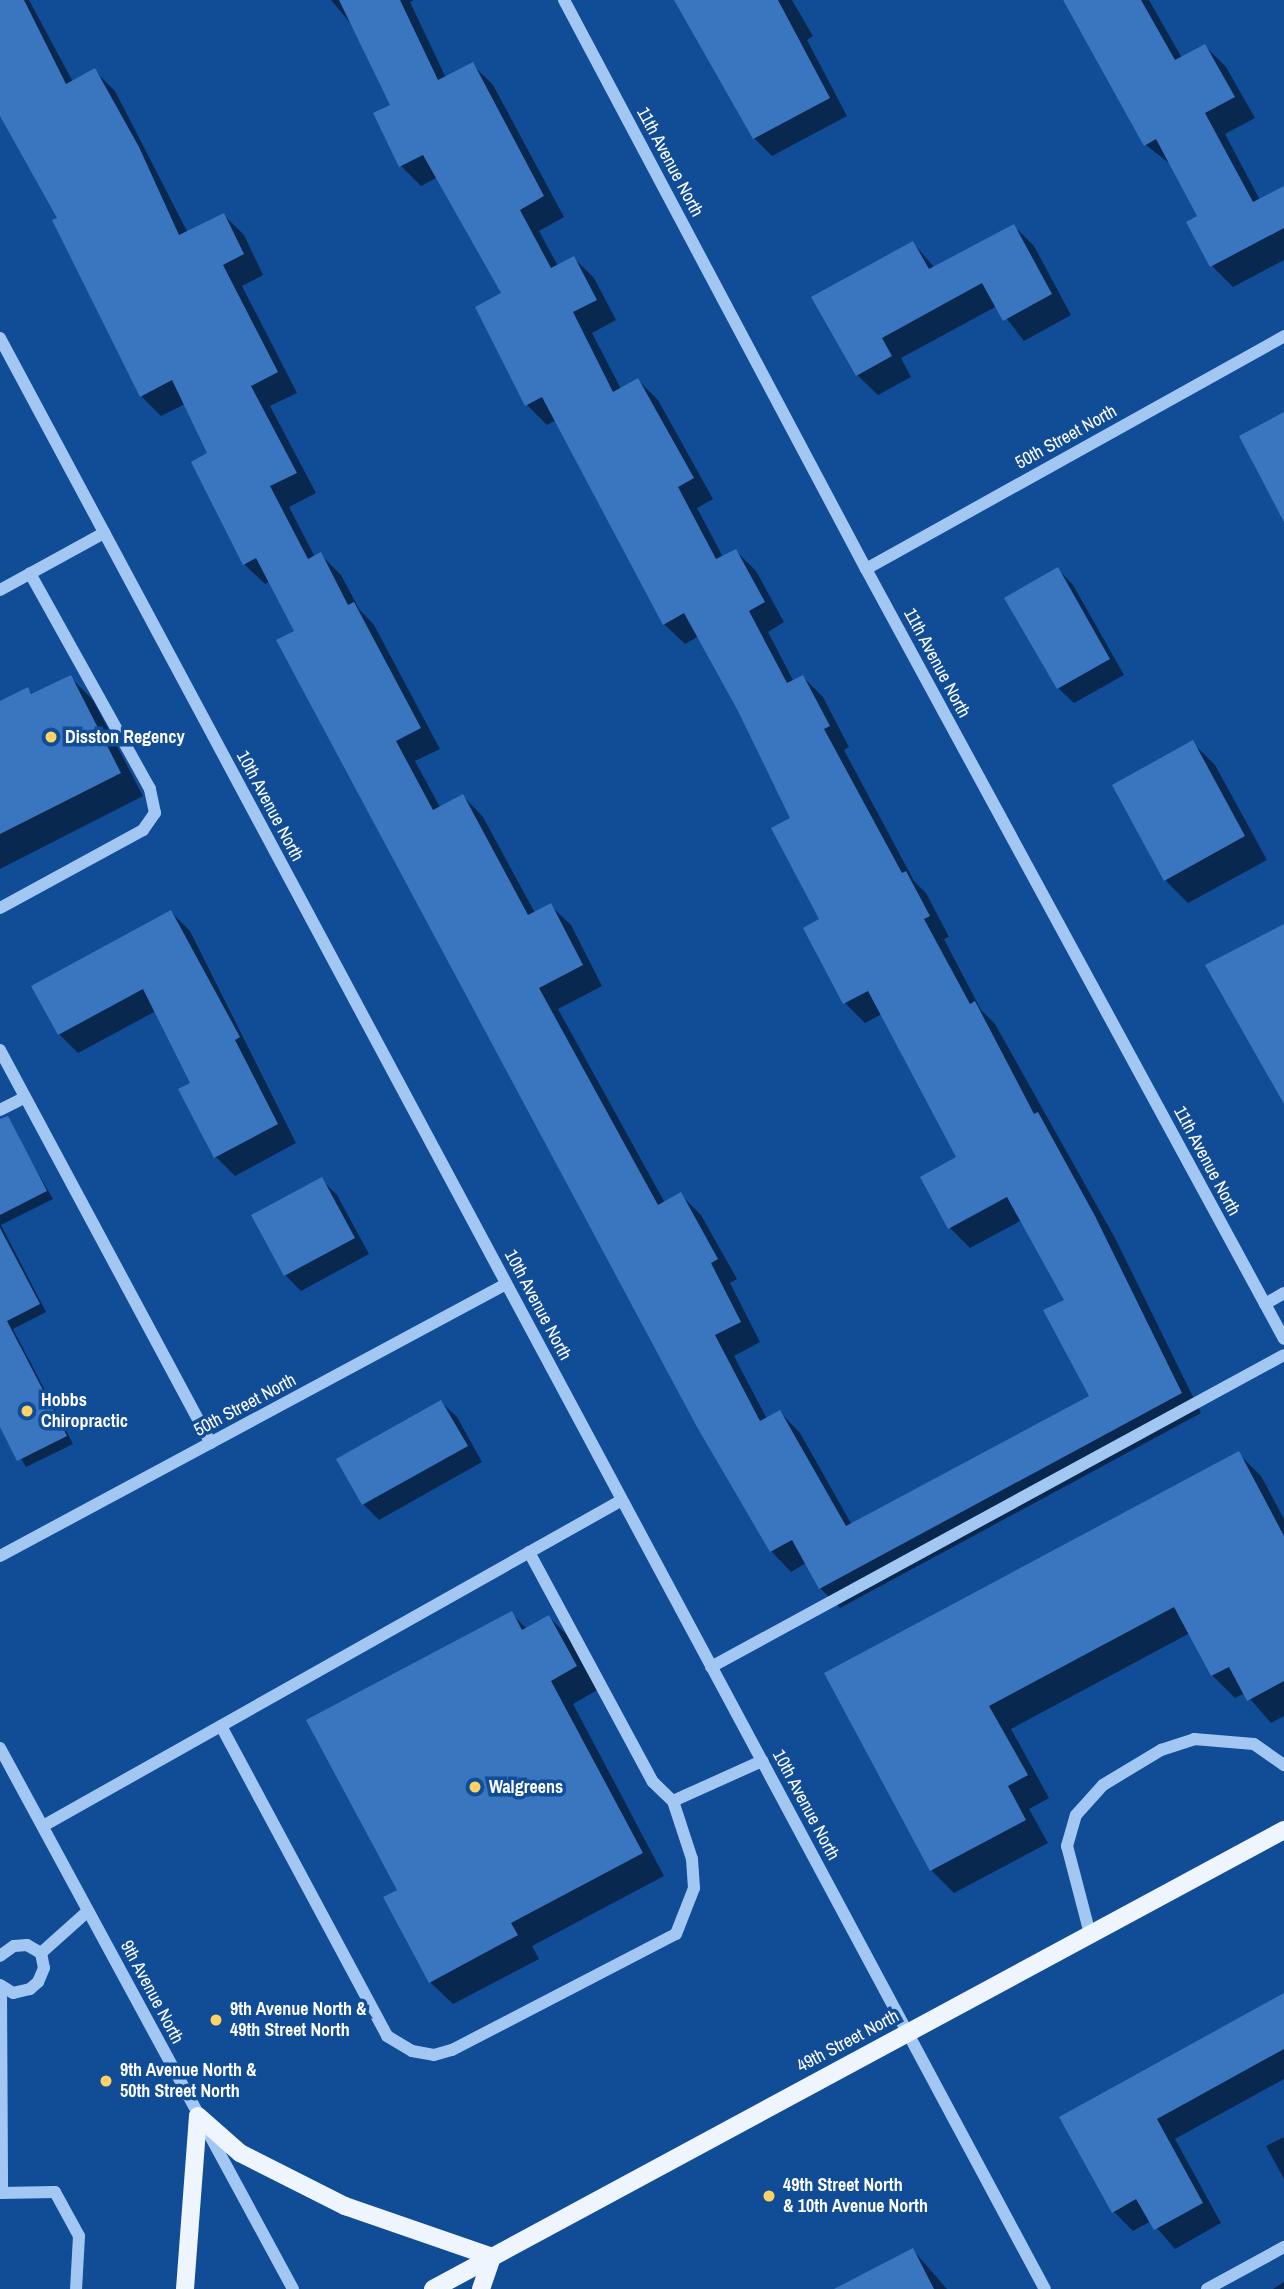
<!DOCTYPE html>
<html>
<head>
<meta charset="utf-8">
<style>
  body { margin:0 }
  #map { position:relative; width:1284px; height:2289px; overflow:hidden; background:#114c97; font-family:"Archivo Narrow",sans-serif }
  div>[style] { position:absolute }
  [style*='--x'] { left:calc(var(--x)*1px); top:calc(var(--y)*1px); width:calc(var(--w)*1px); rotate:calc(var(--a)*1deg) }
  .shadow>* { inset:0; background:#0007 }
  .building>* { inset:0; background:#3a76bf }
  .minor>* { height:12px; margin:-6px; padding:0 6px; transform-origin:6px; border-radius:6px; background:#a2c7f3 }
  .major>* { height:18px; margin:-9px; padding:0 9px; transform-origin:9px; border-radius:9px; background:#eef5ff }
  .dots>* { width:19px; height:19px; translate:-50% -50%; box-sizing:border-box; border:4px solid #114c97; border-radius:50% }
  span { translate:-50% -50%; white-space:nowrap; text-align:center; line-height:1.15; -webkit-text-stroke:7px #114c97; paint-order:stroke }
  .street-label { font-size:18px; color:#fff }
  .poi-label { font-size:18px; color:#fff; font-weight:700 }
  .left { translate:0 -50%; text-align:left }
</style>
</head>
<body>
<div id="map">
  <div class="shadow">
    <i style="clip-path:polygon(0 0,29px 0,73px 82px,94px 70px,115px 91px,188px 233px,224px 215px,244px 235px,263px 275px,242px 286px,297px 393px,270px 406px,316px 493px,289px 507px,315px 557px,321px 555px,341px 575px,359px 609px,374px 625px,440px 749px,415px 761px,441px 809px,463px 796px,483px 817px,535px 913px,550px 905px,571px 925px,602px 986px,558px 1009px,665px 1203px,680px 1194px,701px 1215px,737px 1279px,730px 1283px,760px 1342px,734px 1356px,767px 1419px,780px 1412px,800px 1433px,852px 1525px,1091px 1396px,1066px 1300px,1022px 1220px,970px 1248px,950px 1228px,958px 1158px,882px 1014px,865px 1023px,845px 1003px,805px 928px,822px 919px,793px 818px,739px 710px,699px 636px,685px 644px,664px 624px,556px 420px,547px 425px,527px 405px,503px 294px,438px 177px,421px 186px,401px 166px,392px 106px,355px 29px,331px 0,414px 0,410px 2px,446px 78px,473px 65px,493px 85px,564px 217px,539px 231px,558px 266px,574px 258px,594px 278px,616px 320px,592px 333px,621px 389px,638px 380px,658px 400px,713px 499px,697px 508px,723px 557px,736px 551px,756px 571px,784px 622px,768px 632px,794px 682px,803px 677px,823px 697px,849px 747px,844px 750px,914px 881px,926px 893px,949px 937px,944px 939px,981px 1010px,995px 1024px,1115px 1238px,1201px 1413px,840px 1608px,820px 1588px,806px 1563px,791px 1572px,771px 1551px,270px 581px,265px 584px,244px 564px,210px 454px,185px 404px,161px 416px,141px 396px,59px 219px,0 115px)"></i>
    <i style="clip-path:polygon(677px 0,792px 0,813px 36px,807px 40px,847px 116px,772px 156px,754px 138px)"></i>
    <i style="clip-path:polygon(1063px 0,1149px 0,1182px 58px,1205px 46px,1226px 67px,1255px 118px,1225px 134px,1260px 200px,1284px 188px,1284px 260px,1233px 287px,1212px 266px,1189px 223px,1200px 217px,1170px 164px,1146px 145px)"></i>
    <i style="clip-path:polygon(1014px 226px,1034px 246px,1071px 315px,1024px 341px,997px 306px,901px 358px,911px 377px,878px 395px,857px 375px,913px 243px,935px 268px)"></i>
    <i style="clip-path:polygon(1058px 569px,1073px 585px,1124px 675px,1074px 703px,1058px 688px)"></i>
    <i style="clip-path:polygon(70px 677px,93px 700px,143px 796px,0 869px,0 703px,28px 689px,33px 695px)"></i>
    <i style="clip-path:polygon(1192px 742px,1215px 765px,1267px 860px,1188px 903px,1165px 880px)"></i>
    <i style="clip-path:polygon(171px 912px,190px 931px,296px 1143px,235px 1176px,216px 1157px,180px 1090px,193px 1084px,156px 1011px,78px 1053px,59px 1034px,33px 987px)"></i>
    <i style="clip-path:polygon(23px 1147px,53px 1199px,1px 1225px,46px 1312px,13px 1329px,73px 1444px,26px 1467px,0 1423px,0 1158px)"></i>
    <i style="clip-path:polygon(322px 1180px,337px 1195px,369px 1254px,301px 1291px,285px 1275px)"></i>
    <i style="clip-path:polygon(441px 1402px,457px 1417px,482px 1462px,379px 1520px,363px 1504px,339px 1459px)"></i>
    <i style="clip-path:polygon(1238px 1453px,1261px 1476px,1284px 1519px,1284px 1716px,1271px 1723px,1245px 1693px,1235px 1698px,1212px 1675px,1190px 1633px,1011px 1729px,1049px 1798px,1029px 1809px,1048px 1843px,954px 1893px,931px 1870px,826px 1673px)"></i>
    <i style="clip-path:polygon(511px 1613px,527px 1629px,549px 1617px,572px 1640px,599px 1689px,573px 1704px,664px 1876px,532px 1946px,539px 1959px,453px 2004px,430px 1982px,400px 1891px)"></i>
    <i style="clip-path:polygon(1284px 1995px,1284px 2079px,1175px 2139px,1221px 2223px,1175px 2249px,1151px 2221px,1133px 2231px,1113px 2211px,1062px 2118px)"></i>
    <i style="clip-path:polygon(1284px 2137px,1284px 2179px,1266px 2146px)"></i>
    <i style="clip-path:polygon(913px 2250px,947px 2289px,838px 2289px)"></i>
    <i style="clip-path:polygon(1284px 2282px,1284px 2289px,1273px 2289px)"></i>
  </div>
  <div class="building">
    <i style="clip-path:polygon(0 0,24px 0,66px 84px,95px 68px,139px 147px,179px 235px,224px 213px,244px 254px,223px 265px,278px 372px,251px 386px,297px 473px,270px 486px,308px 559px,321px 552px,348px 605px,354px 602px,421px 728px,396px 741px,433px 810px,463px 794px,528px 915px,551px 903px,583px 965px,539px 988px,658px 1205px,681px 1192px,718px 1259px,711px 1263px,741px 1322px,715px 1335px,760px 1421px,780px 1410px,846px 1526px,1089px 1396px,1043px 1310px,1064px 1300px,1007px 1197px,948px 1229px,920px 1177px,956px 1157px,868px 991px,843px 1004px,803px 928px,819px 919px,771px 828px,790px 818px,738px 711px,684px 613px,663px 625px,542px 397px,525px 406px,475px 307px,501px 293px,423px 155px,399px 167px,373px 113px,390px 105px,339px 0,400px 0,438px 80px,473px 62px,544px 196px,520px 210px,551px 268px,574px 256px,597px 300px,573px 312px,613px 392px,638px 378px,694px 478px,678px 487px,716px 559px,736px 549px,765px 602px,749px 611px,787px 683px,803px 675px,830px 726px,824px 729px,902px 873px,906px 871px,930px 916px,924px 919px,970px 1004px,975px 1001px,1034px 1114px,1038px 1112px,1095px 1216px,1182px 1393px,819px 1589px,792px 1540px,770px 1552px,697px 1427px,276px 640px,294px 631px,256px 558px,243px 565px,191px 462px,207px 453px,172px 380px,140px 397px,52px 220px,57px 218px,0 116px)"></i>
    <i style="clip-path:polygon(674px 0,778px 0,830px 98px,753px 139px)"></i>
    <i style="clip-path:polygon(1063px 0,1141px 0,1175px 60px,1205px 44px,1235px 97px,1205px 113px,1253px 202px,1284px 186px,1284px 228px,1210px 267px,1186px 222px,1197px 216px,1156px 139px,1144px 146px)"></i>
    <i style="clip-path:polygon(1014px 224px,1052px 294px,1003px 321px,982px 283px,882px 338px,892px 356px,856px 376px,811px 297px,913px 241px,929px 269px)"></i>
    <i style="clip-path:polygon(1284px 412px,1284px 522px,1239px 436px)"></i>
    <i style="clip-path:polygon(1058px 567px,1110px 659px,1057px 689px,1004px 598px)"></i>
    <i style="clip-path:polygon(71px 675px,121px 773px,0 834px,0 701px,28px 687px,31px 694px)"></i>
    <i style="clip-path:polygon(1193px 740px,1245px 836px,1164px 881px,1112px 785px)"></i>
    <i style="clip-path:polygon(171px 910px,240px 1037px,235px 1040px,278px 1124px,214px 1158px,178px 1089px,190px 1083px,143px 989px,58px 1035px,31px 986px)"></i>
    <i style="clip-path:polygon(1284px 924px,1284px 1104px,1205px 965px)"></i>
    <i style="clip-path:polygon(8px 1116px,47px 1191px,0 1215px,0 1119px)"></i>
    <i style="clip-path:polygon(322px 1177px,355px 1238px,284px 1276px,251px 1215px)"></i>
    <i style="clip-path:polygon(0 1228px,40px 1304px,7px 1321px,67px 1436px,17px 1461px,0 1427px)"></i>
    <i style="clip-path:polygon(441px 1400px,468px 1446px,362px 1505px,336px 1459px)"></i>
    <i style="clip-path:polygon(1239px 1451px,1284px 1536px,1284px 1681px,1247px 1701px,1229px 1667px,1211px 1676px,1174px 1607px,989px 1706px,1028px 1775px,1008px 1786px,1026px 1820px,930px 1871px,824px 1673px)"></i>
    <i style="clip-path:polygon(512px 1611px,522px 1630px,549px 1615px,577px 1666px,551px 1681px,643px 1853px,511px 1923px,518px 1935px,429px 1983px,383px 1897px,397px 1890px,306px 1720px)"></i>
    <i style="clip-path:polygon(1284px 1993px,1284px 2049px,1157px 2119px,1203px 2203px,1154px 2230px,1136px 2199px,1112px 2213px,1059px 2117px)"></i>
    <i style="clip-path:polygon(913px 2248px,934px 2289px,834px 2289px)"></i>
  </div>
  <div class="minor">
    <i style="--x:564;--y:0;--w:644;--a:62.04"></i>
    <i style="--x:866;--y:569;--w:876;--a:61.5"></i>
    <i style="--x:0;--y:338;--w:2213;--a:61.83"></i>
    <i style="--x:866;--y:569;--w:479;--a:-29.1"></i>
    <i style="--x:0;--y:590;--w:119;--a:-28.7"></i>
    <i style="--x:0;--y:908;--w:163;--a:-28.6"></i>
    <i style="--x:143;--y:830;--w:21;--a:-55"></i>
    <i style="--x:155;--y:813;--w:25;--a:-102"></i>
    <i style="--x:150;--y:789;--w:247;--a:-119.1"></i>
    <i style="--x:0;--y:1050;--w:446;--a:61.8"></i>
    <i style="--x:0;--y:1110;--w:28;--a:-27"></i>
    <i style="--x:1265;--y:1304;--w:22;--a:-30"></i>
    <i style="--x:529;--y:1552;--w:261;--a:61.7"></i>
    <i style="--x:653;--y:1782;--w:28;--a:44"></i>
    <i style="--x:673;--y:1801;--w:98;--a:-24.2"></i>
    <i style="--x:0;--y:1556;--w:574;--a:-28.26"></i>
    <i style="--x:711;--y:1667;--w:652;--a:-28.57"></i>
    <i style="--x:221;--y:1726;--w:352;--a:61.8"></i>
    <i style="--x:387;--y:2036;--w:29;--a:31"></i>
    <i style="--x:412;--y:2051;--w:22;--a:10"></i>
    <i style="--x:434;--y:2055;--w:19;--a:-16"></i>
    <i style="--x:452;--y:2050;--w:252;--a:-27.4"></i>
    <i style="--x:676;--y:1934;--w:49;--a:-68.6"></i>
    <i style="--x:694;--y:1888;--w:29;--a:-94"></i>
    <i style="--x:692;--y:1859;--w:61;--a:-108.1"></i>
    <i style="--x:0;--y:1748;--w:615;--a:61.56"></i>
    <i style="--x:43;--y:1826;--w:664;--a:-29.38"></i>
    <i style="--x:1090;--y:1934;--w:91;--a:-104.6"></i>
    <i style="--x:1067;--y:1846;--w:32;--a:-74"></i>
    <i style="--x:1076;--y:1815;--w:40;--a:-48"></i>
    <i style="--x:1103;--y:1785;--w:68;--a:-31.1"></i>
    <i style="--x:1161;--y:1750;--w:35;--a:-18"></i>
    <i style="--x:1194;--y:1739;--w:60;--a:4.8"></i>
    <i style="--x:1254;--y:1744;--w:37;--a:35"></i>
    <i style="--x:41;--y:1953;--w:63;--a:-41.8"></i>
    <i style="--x:0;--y:1956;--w:17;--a:-36"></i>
    <i style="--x:14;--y:1946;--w:13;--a:-4"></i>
    <i style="--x:27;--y:1945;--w:16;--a:30"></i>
    <i style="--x:41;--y:1953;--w:15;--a:79"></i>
    <i style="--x:44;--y:1968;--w:15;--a:113"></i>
    <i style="--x:38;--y:1982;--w:11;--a:139"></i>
    <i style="--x:30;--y:1989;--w:17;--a:167"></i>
    <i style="--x:13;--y:1993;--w:15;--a:-148"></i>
    <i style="--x:1;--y:1988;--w:205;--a:89.7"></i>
    <i style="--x:0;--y:2193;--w:55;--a:-1"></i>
    <i style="--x:55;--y:2192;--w:50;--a:61.4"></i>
    <i style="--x:79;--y:2236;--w:53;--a:93.2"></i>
    <i style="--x:1207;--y:2289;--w:88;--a:-28.6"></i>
  </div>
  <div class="major">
    <i style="--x:198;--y:2116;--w:56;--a:41.4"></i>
    <i style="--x:240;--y:2153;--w:118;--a:26.8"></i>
    <i style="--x:345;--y:2206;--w:156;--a:19.1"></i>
    <i style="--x:185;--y:2289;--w:173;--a:-85.7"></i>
    <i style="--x:433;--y:2289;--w:967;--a:-28.34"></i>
    <i style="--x:481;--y:2289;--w:34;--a:-71"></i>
  </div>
  <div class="dots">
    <i style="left:51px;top:737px;background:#ffd264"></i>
    <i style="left:27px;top:1411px;background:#ffd264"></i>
    <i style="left:475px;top:1787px;background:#ffd264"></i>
    <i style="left:216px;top:2020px;background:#ffd264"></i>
    <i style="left:106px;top:2081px;background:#ffd264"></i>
    <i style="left:769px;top:2196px;background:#ffd264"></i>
  </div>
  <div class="street-label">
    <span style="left:670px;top:162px;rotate:62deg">11th Avenue North</span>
    <span style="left:1066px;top:437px;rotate:-29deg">50th Street North</span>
    <span style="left:937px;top:663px;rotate:62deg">11th Avenue North</span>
    <span style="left:270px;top:806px;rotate:62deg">10th Avenue North</span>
    <span style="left:1207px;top:1161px;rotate:62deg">11th Avenue North</span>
    <span style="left:538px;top:1305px;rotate:62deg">10th Avenue North</span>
    <span style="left:245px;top:1405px;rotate:-28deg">50th Street North</span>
    <span style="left:806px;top:1805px;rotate:62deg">10th Avenue North</span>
    <span style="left:152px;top:1992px;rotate:62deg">9th Avenue North</span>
    <span style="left:848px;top:2041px;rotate:-28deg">49th Street North</span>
  </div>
  <div class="poi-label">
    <span class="left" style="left:65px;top:737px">Disston Regency</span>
    <span class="left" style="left:41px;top:1411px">Hobbs<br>Chiropractic</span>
    <span class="left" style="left:489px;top:1787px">Walgreens</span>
    <span class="left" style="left:230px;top:2020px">9th Avenue North &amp;<br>49th Street North</span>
    <span class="left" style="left:120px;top:2081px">9th Avenue North &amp;<br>50th Street North</span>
    <span class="left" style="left:783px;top:2196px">49th Street North<br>&amp; 10th Avenue North</span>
  </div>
</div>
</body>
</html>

::::::::::

The problem: Copy out each line of the entries above that holds "position".

Answer to the exercise:
  #map { position:relative; width:1284px; height:2289px; overflow:hidden; background:#114c97; font-family:"Archivo Narrow",sans-serif }
  div>[style] { position:absolute }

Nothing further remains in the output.